**REQUIRED ACTION**
Give the count of lines below that include the word "align", and say nothing else.

**RECORDS PROVIDED**
★ ★ ★ ★ ★ ★ ★

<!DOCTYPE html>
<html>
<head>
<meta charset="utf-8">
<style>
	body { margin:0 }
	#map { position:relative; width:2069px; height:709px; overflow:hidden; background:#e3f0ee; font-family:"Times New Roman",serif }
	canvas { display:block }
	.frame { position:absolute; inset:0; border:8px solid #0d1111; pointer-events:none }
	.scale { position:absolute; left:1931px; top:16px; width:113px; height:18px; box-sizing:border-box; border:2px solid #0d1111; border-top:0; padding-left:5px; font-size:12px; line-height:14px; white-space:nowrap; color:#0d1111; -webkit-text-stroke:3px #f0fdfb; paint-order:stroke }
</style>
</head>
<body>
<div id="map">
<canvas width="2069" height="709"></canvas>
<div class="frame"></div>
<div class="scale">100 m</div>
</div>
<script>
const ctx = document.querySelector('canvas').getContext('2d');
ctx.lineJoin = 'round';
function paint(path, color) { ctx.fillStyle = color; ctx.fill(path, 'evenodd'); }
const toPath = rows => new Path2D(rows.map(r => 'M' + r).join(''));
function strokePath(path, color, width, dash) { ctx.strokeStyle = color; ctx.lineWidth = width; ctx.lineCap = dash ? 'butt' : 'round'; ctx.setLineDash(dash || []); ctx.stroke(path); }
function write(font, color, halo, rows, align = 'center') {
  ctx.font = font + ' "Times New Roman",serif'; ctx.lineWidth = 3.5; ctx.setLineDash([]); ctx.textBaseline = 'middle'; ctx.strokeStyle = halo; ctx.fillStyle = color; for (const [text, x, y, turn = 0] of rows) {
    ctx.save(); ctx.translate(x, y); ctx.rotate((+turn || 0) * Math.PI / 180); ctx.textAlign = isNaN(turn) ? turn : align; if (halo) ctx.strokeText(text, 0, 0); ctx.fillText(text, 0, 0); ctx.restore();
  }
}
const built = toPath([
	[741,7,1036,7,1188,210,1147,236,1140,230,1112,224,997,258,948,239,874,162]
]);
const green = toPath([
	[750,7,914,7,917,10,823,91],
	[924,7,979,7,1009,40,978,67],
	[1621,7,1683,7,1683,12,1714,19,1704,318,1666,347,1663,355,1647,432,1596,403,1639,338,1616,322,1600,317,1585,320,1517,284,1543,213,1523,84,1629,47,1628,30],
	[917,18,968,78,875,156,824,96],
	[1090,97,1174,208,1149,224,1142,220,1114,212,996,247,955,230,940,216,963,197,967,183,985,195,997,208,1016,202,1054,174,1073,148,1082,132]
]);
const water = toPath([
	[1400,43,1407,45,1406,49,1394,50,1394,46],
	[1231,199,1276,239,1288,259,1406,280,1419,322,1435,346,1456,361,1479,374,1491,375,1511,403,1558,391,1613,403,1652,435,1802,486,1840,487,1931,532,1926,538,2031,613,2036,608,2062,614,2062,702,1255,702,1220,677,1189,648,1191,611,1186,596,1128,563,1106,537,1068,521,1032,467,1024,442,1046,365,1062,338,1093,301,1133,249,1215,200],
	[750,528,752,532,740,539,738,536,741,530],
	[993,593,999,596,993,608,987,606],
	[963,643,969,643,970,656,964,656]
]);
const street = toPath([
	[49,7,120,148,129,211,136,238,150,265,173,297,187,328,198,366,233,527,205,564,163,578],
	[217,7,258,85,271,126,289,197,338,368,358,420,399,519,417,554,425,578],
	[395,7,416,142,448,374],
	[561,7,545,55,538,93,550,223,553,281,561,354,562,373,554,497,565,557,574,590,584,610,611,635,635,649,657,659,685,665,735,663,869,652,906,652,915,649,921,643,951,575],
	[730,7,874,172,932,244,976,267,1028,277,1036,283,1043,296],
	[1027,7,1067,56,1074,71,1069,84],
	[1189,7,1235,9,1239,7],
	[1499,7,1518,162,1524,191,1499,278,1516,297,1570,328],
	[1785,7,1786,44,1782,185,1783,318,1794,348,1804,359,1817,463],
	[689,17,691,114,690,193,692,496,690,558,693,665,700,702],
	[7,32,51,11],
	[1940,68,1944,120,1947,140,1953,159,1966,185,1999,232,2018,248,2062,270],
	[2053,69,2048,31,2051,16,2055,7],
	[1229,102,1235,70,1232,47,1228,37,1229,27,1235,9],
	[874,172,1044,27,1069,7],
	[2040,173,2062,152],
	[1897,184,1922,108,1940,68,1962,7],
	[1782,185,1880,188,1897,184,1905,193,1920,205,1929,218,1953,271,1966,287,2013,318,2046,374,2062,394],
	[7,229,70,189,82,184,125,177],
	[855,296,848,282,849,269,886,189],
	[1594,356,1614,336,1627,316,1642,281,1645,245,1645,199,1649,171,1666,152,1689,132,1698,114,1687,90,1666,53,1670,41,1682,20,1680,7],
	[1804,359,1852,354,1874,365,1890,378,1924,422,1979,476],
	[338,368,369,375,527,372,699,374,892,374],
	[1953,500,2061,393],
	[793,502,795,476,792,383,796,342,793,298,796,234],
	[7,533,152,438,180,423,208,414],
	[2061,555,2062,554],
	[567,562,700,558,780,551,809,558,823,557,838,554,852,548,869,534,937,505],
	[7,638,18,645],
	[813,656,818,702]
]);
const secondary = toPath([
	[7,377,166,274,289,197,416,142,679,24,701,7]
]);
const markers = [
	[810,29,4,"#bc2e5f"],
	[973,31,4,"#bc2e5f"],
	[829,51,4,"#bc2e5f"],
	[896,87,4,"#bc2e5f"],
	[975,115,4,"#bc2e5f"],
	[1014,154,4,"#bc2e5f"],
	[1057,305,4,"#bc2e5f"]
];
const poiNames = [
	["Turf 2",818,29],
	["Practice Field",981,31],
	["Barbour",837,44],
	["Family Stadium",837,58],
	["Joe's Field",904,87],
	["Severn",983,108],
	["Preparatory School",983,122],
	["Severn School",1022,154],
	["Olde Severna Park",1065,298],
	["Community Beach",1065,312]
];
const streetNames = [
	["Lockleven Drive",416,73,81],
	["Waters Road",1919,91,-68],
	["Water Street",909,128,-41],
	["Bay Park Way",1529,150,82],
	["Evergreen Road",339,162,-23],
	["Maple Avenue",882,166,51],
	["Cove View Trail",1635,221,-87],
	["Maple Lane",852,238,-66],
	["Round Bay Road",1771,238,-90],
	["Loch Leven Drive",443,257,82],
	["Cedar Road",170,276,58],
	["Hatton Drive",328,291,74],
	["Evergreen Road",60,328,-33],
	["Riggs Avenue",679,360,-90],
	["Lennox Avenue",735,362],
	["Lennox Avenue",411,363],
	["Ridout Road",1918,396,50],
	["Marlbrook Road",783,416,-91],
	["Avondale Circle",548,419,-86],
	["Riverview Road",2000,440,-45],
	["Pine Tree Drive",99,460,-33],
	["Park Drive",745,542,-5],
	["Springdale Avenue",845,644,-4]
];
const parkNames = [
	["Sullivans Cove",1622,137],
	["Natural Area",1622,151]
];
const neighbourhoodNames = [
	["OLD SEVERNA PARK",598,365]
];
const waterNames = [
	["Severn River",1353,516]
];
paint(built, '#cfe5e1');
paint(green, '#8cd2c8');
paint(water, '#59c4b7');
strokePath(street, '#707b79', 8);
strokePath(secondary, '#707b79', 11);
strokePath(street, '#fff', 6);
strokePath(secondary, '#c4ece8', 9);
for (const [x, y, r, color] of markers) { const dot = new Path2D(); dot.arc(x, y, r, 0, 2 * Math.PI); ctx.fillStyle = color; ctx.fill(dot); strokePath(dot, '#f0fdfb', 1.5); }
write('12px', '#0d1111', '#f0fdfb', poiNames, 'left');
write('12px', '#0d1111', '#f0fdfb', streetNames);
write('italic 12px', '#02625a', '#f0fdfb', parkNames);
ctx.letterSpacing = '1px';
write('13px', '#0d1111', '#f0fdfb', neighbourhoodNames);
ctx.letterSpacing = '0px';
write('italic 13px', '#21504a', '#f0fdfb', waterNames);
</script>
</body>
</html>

★ ★ ★ ★ ★ ★ ★

**SOLUTION FOR THIS PROBLEM**
2